Materials provided
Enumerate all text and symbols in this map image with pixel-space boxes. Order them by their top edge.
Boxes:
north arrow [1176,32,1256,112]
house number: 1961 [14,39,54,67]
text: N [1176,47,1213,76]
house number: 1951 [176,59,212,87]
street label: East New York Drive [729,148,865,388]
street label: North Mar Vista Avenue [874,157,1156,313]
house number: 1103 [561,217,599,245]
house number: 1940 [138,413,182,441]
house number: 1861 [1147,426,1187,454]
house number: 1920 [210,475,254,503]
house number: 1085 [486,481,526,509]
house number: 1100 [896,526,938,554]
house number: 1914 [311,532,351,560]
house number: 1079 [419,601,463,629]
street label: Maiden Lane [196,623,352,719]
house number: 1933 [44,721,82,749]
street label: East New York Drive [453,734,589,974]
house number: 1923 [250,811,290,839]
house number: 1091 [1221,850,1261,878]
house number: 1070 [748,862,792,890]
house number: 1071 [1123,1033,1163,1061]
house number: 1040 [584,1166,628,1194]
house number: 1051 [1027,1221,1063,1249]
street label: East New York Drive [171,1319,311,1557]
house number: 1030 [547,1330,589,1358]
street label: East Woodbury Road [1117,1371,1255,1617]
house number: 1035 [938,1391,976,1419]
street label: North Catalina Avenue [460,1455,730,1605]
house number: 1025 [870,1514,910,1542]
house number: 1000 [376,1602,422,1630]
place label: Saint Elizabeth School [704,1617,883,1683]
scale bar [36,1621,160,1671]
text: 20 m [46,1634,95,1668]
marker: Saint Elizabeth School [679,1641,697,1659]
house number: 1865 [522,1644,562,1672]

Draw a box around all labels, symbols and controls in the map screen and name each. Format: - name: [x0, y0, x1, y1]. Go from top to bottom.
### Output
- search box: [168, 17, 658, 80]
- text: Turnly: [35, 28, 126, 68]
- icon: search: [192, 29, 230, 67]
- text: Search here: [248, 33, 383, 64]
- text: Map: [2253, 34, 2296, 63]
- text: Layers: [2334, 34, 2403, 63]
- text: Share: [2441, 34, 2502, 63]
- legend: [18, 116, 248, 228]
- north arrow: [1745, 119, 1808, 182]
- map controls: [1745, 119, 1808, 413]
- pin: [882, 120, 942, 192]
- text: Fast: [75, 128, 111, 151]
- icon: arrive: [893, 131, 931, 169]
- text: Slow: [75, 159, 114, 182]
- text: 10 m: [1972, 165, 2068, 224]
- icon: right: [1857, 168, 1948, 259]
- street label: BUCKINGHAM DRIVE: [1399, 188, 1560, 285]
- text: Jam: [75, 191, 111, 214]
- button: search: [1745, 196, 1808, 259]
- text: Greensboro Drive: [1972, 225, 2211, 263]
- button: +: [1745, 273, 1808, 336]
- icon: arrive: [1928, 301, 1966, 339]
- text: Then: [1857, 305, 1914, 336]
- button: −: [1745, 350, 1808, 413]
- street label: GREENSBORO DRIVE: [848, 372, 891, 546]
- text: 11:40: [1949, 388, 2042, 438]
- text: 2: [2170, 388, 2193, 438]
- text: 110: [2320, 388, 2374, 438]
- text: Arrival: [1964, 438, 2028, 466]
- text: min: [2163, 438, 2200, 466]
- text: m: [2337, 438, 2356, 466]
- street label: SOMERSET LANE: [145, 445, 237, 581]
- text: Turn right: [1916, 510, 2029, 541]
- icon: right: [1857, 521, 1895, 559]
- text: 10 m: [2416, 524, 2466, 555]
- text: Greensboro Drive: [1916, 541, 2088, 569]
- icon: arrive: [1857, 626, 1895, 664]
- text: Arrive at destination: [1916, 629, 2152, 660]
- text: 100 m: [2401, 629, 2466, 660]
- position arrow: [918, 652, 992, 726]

Activity
Copy all the records exactly so that no character differs from the source.

Solution to the exercise
Enumerate all text and symbols in this map image with pixel-space boxes. Order them by their top edge.
Boxes:
north arrow [1176,32,1256,112]
house number: 1961 [14,39,54,67]
text: N [1176,47,1213,76]
house number: 1951 [176,59,212,87]
street label: East New York Drive [729,148,865,388]
street label: North Mar Vista Avenue [874,157,1156,313]
house number: 1103 [561,217,599,245]
house number: 1940 [138,413,182,441]
house number: 1861 [1147,426,1187,454]
house number: 1920 [210,475,254,503]
house number: 1085 [486,481,526,509]
house number: 1100 [896,526,938,554]
house number: 1914 [311,532,351,560]
house number: 1079 [419,601,463,629]
street label: Maiden Lane [196,623,352,719]
house number: 1933 [44,721,82,749]
street label: East New York Drive [453,734,589,974]
house number: 1923 [250,811,290,839]
house number: 1091 [1221,850,1261,878]
house number: 1070 [748,862,792,890]
house number: 1071 [1123,1033,1163,1061]
house number: 1040 [584,1166,628,1194]
house number: 1051 [1027,1221,1063,1249]
street label: East New York Drive [171,1319,311,1557]
house number: 1030 [547,1330,589,1358]
street label: East Woodbury Road [1117,1371,1255,1617]
house number: 1035 [938,1391,976,1419]
street label: North Catalina Avenue [460,1455,730,1605]
house number: 1025 [870,1514,910,1542]
house number: 1000 [376,1602,422,1630]
place label: Saint Elizabeth School [704,1617,883,1683]
scale bar [36,1621,160,1671]
text: 20 m [46,1634,95,1668]
marker: Saint Elizabeth School [679,1641,697,1659]
house number: 1865 [522,1644,562,1672]

Draw a box around all labels, symbols and controls in the map screen and name each. Format: - name: [x0, y0, x1, y1]. Go from top to bottom.
### Output
- search box: [168, 17, 658, 80]
- text: Turnly: [35, 28, 126, 68]
- icon: search: [192, 29, 230, 67]
- text: Search here: [248, 33, 383, 64]
- text: Map: [2253, 34, 2296, 63]
- text: Layers: [2334, 34, 2403, 63]
- text: Share: [2441, 34, 2502, 63]
- legend: [18, 116, 248, 228]
- north arrow: [1745, 119, 1808, 182]
- map controls: [1745, 119, 1808, 413]
- pin: [882, 120, 942, 192]
- text: Fast: [75, 128, 111, 151]
- icon: arrive: [893, 131, 931, 169]
- text: Slow: [75, 159, 114, 182]
- text: 10 m: [1972, 165, 2068, 224]
- icon: right: [1857, 168, 1948, 259]
- street label: BUCKINGHAM DRIVE: [1399, 188, 1560, 285]
- text: Jam: [75, 191, 111, 214]
- button: search: [1745, 196, 1808, 259]
- text: Greensboro Drive: [1972, 225, 2211, 263]
- button: +: [1745, 273, 1808, 336]
- icon: arrive: [1928, 301, 1966, 339]
- text: Then: [1857, 305, 1914, 336]
- button: −: [1745, 350, 1808, 413]
- street label: GREENSBORO DRIVE: [848, 372, 891, 546]
- text: 11:40: [1949, 388, 2042, 438]
- text: 2: [2170, 388, 2193, 438]
- text: 110: [2320, 388, 2374, 438]
- text: Arrival: [1964, 438, 2028, 466]
- text: min: [2163, 438, 2200, 466]
- text: m: [2337, 438, 2356, 466]
- street label: SOMERSET LANE: [145, 445, 237, 581]
- text: Turn right: [1916, 510, 2029, 541]
- icon: right: [1857, 521, 1895, 559]
- text: 10 m: [2416, 524, 2466, 555]
- text: Greensboro Drive: [1916, 541, 2088, 569]
- icon: arrive: [1857, 626, 1895, 664]
- text: Arrive at destination: [1916, 629, 2152, 660]
- text: 100 m: [2401, 629, 2466, 660]
- position arrow: [918, 652, 992, 726]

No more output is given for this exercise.